Tuesday, December 8, 2009 at 12:01 a.m.
The California Air Resources Board faces a moment of truth tomorrow. Are board members subservient to their zealous staff? Or are they public servants with common sense?
At issue is a proposal by two board members – John Telles, a Fresno cardiologist, and Ron Roberts, a San Diego County supervisor – to suspend and redo costly, sweeping new rules for diesel vehicle emissions adopted a year ago.
As reported by this editorial page shortly after that vote, the study justifying the rules was crafted by an air board researcher named Hien Tran who lied about his academic credentials. Telles and Roberts are irate that Tran’s deception was never revealed to the full board until this fall.
“Imposing such expensive and groundbreaking regulation requires securing the full faith and confidence of the public. Unfortunately, actions by air board members and staff have shaken that trust,” Roberts wrote last week in a Union-Tribune commentary.
We agree. Air board Chairwoman Mary Nichols’ refusal to disclose Tran’s dishonesty before the board vote last December and her subsequent cover-up are shameful. But her agency’s problems go far beyond Tran’s academic fraud. The willingness to hide this fraud rather than delay the adoption of the diesel rules reflects the determination of Nichols and her staff to go down in history as global pacesetters in environmental regulation no matter what.

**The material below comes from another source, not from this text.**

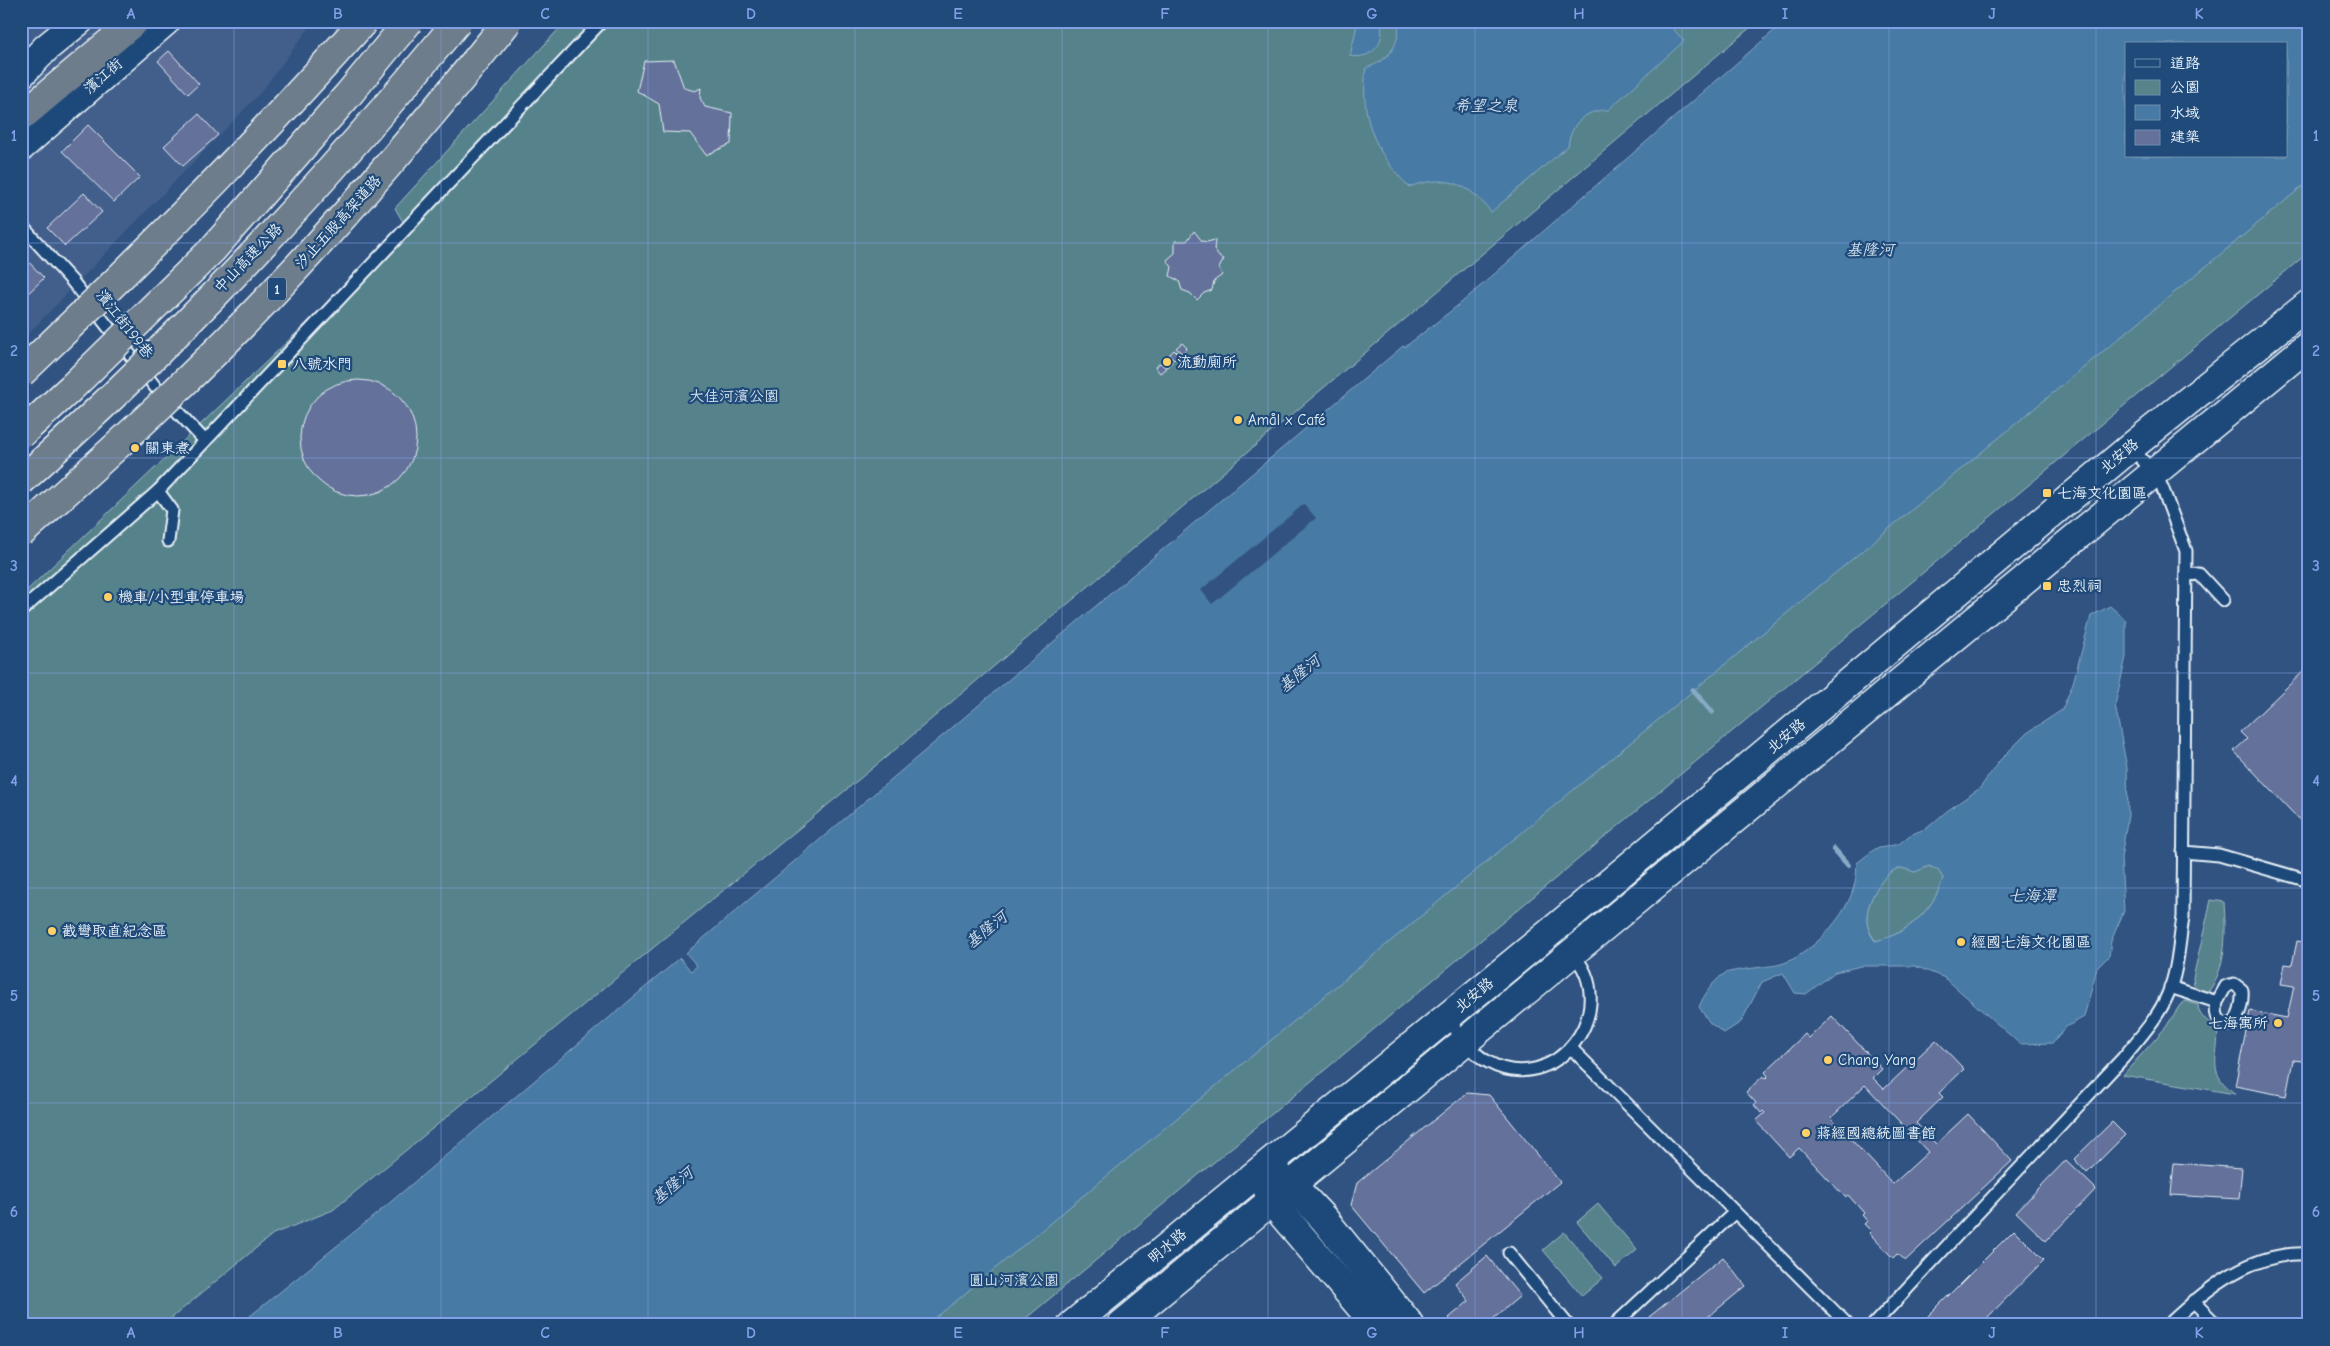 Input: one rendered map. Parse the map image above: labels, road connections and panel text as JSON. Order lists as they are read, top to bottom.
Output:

This is reflected in Tran’s study itself, which fails to acknowledge contrary research on the health risks of diesel emissions. This zealotry is also reflected in the air board’s far more important work on AB 32, the state’s landmark 2006 anti-global warming bill that forces a shift to cleaner but much costlier forms of energy.
The “scoping plan” detailing the law’s economic effects – like Tran’s diesel emissions study – ignored any evidence that got in the way of the narrative touted by Nichols and the air board staff. This led to a scathing critique from Harvard’s Robert Stavins, arguably the world’s leading environmental economist: “The economic analysis is terribly deficient in critical ways and should not be used by the state government or the public for the purpose of assessing the likely costs of CARB’s plans. I say this with some sadness, because I was hopeful that CARB would produce sensible policy proposals analyzed with sound scientific and economic analysis.”
Stavins wouldn’t have been hopeful if he were familiar with the air board staff.
Telles and Roberts deserve praise for finally objecting to being manipulated by Nichols and her staff. Starting with tomorrow’s vote on the diesel rules, their air board colleagues need to object as well.